Thursday February 20, 1919.
A subject which has been up for public discussion many times in town in recent years, the Sunday opening of picture shows, came to a crisis again when the O.K. Theatre announced that its house would put on a government war production, “Pershing’s Crusaders,” last Sunday afternoon. A petition bearing a small number of signatures asking that the house be permitted to open Sundays had been presented to the council previously, and had been laid on the table.
The production proved a great attraction, and was seen by between 600 and 700 persons Sunday afternoon.
Petitions asking the council to prevent the continuance of the Sunday shows were drawn up and were circulated at the churches on Sunday and elsewhere in town on Monday. They asked the council to act because the Sunday opening l detrimental to public morals, and would be harmful to the churches and their work.
Monday evening a small delegation representing the signers of the petitions was on hand in the council room promptly at the opening hour. J.A. Burleigh was the spokesman. He presented the petitions, bearing the signatures of 390 persons, nearly all adults. This list, he said represented the good citizenship of the town, the men and families which had built the town and made it a clean, wholesome place in which to live.

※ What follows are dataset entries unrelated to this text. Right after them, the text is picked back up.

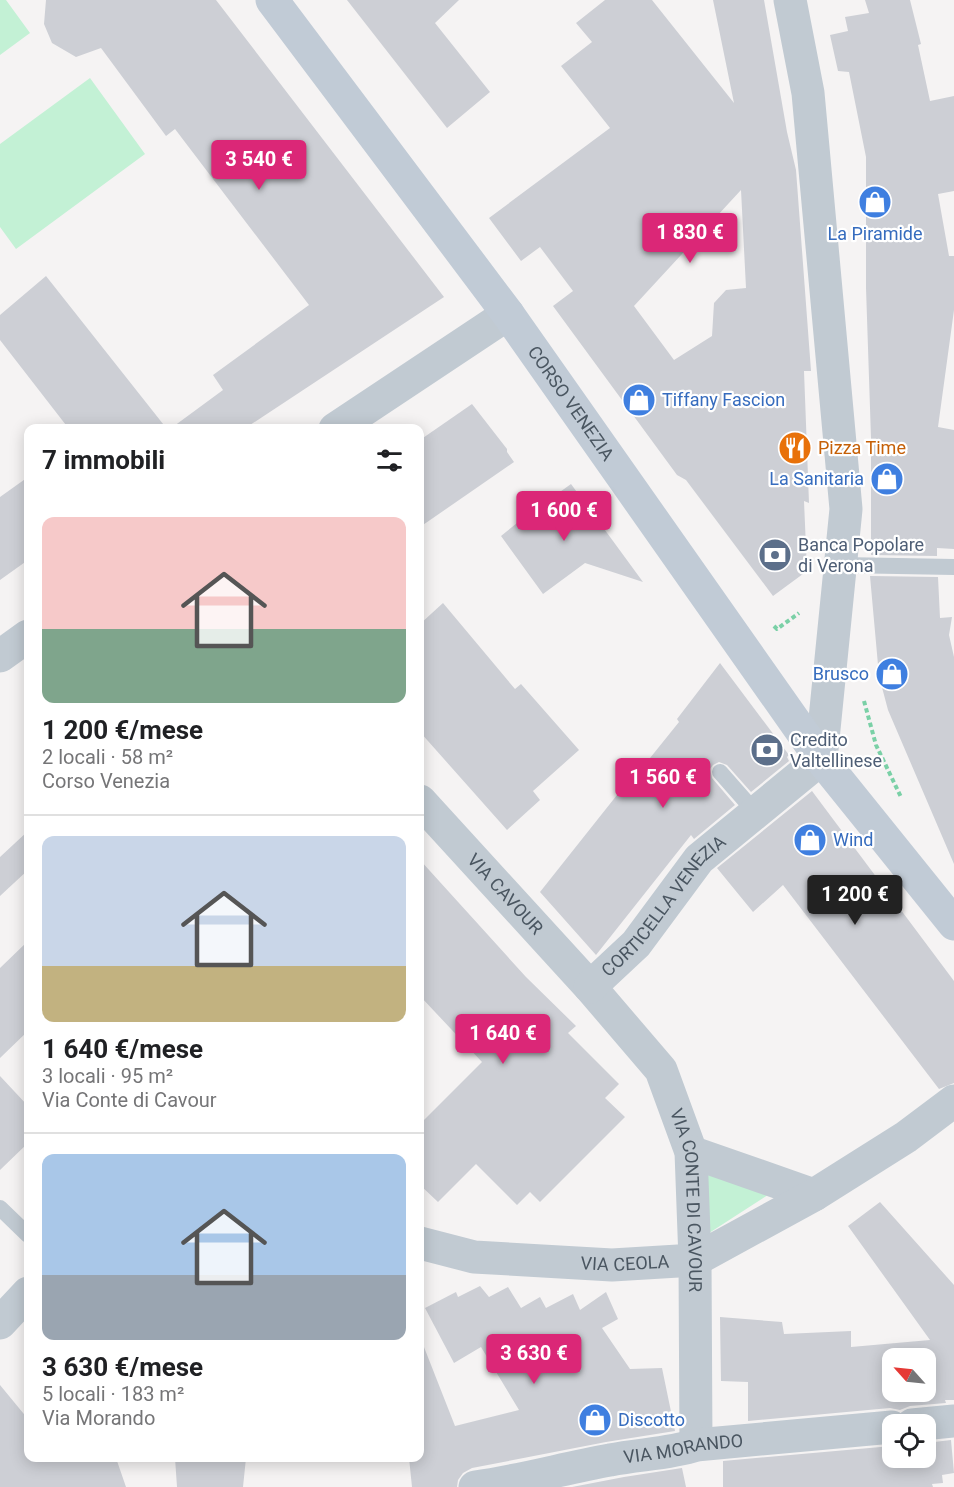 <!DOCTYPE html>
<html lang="it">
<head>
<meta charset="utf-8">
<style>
  :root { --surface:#fff; --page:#f2f2f2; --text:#202124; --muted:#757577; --line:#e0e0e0; --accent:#db2777 }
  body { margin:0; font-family:Roboto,sans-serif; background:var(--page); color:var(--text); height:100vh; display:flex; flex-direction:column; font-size:22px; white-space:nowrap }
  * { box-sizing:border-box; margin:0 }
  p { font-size:20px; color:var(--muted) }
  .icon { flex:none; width:33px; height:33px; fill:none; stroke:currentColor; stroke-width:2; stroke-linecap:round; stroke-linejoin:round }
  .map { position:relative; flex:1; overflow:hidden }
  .drawer { position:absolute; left:24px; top:424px; width:400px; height:1038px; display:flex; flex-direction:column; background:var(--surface); border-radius:12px; box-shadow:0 3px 15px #0003 }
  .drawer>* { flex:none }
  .needle { width:39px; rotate:297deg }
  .fabs { position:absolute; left:882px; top:1348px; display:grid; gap:12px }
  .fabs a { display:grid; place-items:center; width:54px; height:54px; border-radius:12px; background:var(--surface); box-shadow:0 3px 15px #0003; font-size:30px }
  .price { position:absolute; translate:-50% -51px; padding:0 14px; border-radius:6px; background:var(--accent); color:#fff; font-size:20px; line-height:39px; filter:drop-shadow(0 2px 3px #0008) }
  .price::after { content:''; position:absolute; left:50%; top:36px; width:18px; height:14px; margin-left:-9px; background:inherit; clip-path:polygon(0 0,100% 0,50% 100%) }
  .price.current { background:#222; color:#fff }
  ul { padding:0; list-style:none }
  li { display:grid; align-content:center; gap:12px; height:318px; padding:0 18px }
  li+li { border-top:2px solid var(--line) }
  li span { display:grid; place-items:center; height:186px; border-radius:12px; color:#555 }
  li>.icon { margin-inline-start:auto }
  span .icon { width:108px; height:108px; fill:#fffc; stroke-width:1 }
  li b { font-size:26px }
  h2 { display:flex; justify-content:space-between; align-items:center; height:72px; padding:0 18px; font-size:26px }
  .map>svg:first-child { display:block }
  .green { fill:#c3f1d5 }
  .building { fill:#cdcfd5; fill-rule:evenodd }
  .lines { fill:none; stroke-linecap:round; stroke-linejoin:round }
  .path { stroke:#7ad0a6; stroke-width:4; stroke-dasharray:4.5 3; stroke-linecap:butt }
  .lane { stroke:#c1cad2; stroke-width:16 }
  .street { stroke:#c1cad2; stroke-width:33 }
  .secondary { stroke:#c1cbd6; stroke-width:33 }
  .labels { text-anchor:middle; stroke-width:4.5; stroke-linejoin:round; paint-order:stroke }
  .shop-label { font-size:18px; fill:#366cbe; stroke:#fff; text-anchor:start }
  .street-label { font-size:18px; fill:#4a5661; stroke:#fff }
  .food-label { font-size:18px; fill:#c56008; stroke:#fff; text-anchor:start }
  .service-label { font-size:18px; fill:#4e5e75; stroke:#fff; text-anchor:start }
</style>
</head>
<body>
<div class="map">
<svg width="954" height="1487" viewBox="0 0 954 1487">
  <rect width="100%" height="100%" fill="#f5f3f3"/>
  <!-- green -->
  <path class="green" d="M0,0h6l24,33 -30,22z
    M90,78l55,76 -129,95 -16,-22v-83z
    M705,1172l66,21 -65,42z"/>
  <!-- building -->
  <path class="building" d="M46,0h170l228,297 -200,132h-74l53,-39 -10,-15 96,-70 -134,-176 -9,7 -65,-88 -25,9 -24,-14 -8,-19z
    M347,0h112l-24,23 55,69 -43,36z
    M605,0h47l82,103 -21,-103h51l23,132 9,38 15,201h-7l5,132 -5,-2 3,70 -34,25 -87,-116 -9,-5 -124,-169 20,-15 -33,-44 -19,14 -32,-43 121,-90 -49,-62 31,-24 -16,-19zM741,190l5,98 -20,2 -12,13 -2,33 -38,24 -40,-54z
    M865,0h45l11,44 -3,1 12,56 24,-5v95l-16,3 11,62h5v54l-16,117 16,3v119l-17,-1v8l-66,-1v-117l-5,-150v-131l-17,-85 -11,-1 -8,-36 18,-4 -3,-14 24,-4z
    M46,276l121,153h-98l-69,-89v-25z
    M472,404l35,45v3l7,10 -94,65v-87z
    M28,477v83l-28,20v-83z
    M571,484l42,57 30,41 -58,-19 -42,31 -42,-58 41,-33 1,1z
    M870,576l68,1 2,41 12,-1 -3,18 5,22v207l-66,-154 -9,-34z
    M443,603l72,86 6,-5 58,66 -46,41 7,9 -33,30 -87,-98v-108z
    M720,663l69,92 -2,2 2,4 -38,31 -24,-27 -8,-3 -6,3 -3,4 2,9 23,27 -41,34 -3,-4 -95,120 -56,-63 100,-126 2,2 37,-46 -2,-3z
    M812,791l142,190v102l-15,6 -156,-204 -30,27 -36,-44z
    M28,831v39l-28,26v-39z
    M420,860l106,117 50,49 -8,7 51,51 -14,14 20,19 -85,85 -10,-10 -13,13 -41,-41 -38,38 -18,-17v-61l62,-62 -62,-66z
    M28,941v90l-28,27v-90z
    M0,1076l28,30v37l-28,27z
    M880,1202l74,83v115h-9l1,3 -36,3 -10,4 -10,-2 -142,13v-39l-27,-1 -1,-64 62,5 2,12 67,-3v16l79,-7 -82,-114zM892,1359h34v33h-34z
    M480,1286l9,11 19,-10 13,21 19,-11 6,11 27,-14 7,16 26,-18 12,27 -16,9 28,41 32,-1 13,63 -69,11 -134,26 -9,5 -5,7 -1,7h-45l-3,-29h11v-116h2l33,84 64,-16 -38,-63 -27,16 -29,-55 31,-16 2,5z
    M0,1385l28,34v39h88l10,29h-126z
    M951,1440l3,33 -12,2 1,8 -11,1 1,3h-210v-26l169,-15v12h34v-15z
    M175,1458h71l-3,29h-66z
    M682,1468l4,19h-114l52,-10z"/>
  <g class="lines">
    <!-- path -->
    <path class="path" d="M774,626l3,3 22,-16
      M864,701l12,44 25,52"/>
    <!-- lane -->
    <path class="lane" d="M841,565l113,2
      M720,772l36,41
      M0,1208l28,27"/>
    <!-- street -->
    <g class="street">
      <path d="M335,429l173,-115"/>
      <path d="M0,656l28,-20"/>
      <path id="s1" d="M420,801l170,186 71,83 30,82 4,108 1,185"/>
      <path id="s2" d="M590,987l46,-43 63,-85 122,-100 25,-250 -38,-416 -18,-93"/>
      <path d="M691,1152l123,43"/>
      <path id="s3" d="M420,1243l54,14 138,8 83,-5 119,-65 92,-58 48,-36"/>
      <path d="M0,1323l28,-30"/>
      <path d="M912,1425l42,-4"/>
      <path id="s4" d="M475,1487c45,-6 90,-19 135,-27 29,-6 59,-6 86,-15l196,-18"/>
    </g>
    <!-- secondary -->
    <path class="secondary" id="s5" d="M272,0l236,314 313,445 133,165"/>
  </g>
  <!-- icons -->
  <defs>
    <g id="shop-disc" transform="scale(1.725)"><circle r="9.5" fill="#3f7fe0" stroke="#fff"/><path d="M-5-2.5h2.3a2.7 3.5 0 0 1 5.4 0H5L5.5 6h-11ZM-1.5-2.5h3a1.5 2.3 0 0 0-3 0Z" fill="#fff"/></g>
    <g id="restaurant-disc" transform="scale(1.725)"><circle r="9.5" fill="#e8710a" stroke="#fff"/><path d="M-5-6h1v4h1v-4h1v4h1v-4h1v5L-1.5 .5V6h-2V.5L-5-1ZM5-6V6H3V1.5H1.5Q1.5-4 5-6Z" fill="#fff"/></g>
    <g id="bank-disc" transform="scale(1.725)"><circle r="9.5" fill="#5c6f8a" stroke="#fff"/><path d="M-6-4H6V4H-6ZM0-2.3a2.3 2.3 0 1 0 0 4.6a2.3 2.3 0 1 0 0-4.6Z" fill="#fff"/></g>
  </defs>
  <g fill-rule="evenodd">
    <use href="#shop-disc" x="875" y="202"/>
    <use href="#shop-disc" x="639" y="400"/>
    <use href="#restaurant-disc" x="795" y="448"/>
    <use href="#shop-disc" x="887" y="479"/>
    <use href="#bank-disc" x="775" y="555"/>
    <use href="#shop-disc" x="892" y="674"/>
    <use href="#bank-disc" x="767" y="750"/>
    <use href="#shop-disc" x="810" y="840"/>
    <use href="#shop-disc" x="595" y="1420"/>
  </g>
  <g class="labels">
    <!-- shop labels -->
    <g class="shop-label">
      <text x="875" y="240" text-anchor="middle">La Piramide</text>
      <text x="662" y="406">Tiffany Fascion</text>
      <text x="864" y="485" text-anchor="end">La Sanitaria</text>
      <text x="869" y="680" text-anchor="end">Brusco</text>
      <text x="833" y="846">Wind</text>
      <text x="618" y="1426">Discotto</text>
    </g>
    <!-- street labels -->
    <g class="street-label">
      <text dy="6" stroke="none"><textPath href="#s5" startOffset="502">CORSO VENEZIA</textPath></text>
      <text dy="6" stroke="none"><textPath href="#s1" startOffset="126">VIA CAVOUR</textPath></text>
      <text dy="6" stroke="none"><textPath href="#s2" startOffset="110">CORTICELLA VENEZIA</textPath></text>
      <text dy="6" stroke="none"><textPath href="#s1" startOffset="496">VIA CONTE DI CAVOUR</textPath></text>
      <text dy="6" stroke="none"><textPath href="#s3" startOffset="207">VIA CEOLA</textPath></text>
      <text dy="6" stroke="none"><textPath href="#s4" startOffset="212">VIA MORANDO</textPath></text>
    </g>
    <!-- food labels -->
    <g class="food-label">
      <text x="818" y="454">Pizza Time</text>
    </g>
    <!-- service labels -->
    <g class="service-label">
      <text x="798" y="551">Banca Popolare<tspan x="798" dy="21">di Verona</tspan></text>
      <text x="790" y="746">Credito<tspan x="790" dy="21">Valtellinese</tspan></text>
    </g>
  </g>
</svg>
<div class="fabs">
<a><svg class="needle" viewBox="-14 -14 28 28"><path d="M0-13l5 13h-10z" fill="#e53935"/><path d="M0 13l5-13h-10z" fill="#757577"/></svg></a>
<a><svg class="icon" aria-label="locate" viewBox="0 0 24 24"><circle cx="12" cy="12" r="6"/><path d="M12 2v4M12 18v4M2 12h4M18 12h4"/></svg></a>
</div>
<b class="price" style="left:259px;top:191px">3 540 €</b>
<b class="price" style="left:690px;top:264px">1 830 €</b>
<b class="price" style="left:564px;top:542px">1 600 €</b>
<b class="price" style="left:663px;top:809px">1 560 €</b>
<b class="price current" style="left:855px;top:926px">1 200 €</b>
<b class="price" style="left:503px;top:1065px">1 640 €</b>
<b class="price" style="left:534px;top:1385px">3 630 €</b>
<section class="drawer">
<h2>7 immobili<svg class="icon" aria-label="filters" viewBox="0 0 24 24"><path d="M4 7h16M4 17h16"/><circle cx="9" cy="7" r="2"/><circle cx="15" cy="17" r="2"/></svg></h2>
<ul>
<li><span style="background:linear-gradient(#f6c9c9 60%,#7fa58c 0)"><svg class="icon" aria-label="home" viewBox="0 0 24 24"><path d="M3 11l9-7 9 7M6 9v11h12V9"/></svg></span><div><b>1 200 €/mese</b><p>2 locali · 58 m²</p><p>Corso Venezia</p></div></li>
<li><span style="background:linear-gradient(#c9d6e8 70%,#c2b280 0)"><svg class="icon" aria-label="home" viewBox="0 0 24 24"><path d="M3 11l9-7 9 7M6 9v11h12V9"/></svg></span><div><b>1 640 €/mese</b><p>3 locali · 95 m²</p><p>Via Conte di Cavour</p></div></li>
<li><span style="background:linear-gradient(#a9c7e8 65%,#9aa5b1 0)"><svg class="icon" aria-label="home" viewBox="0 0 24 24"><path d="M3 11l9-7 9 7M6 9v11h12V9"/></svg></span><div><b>3 630 €/mese</b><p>5 locali · 183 m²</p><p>Via Morando</p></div></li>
</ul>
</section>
</div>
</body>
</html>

The 390 names, Mr. Burleigh urged, meant probably 1800 of the 2500 in the city showed an overwhelming sentiment in favor of keeping theaters closed on Sunday…..
Mr. Van Wie followed with a briefer reply. Every city in the country, he said, had discussed the matter of Sunday pictures and the question had been thrashed out thoroly, the conclusion being almost universally that the shows did no harm and that there was no reason for opposing them. Every large town in the state and nation, he said, has Sunday shows, and public morals have not suffered. He planned to put on the best to be had, and promised productions of educational value for the patronage of those who wished to attend. ….
….. The motion to lay the petitions on the table until the next meeting passed the council’s vote unanimously. In the meantime, the Sunday pictures will continue at the theater. Mr. Van Wie said that he believed the majority of people in the town favored the shows, and he could not see that his policy was wrong in any respect.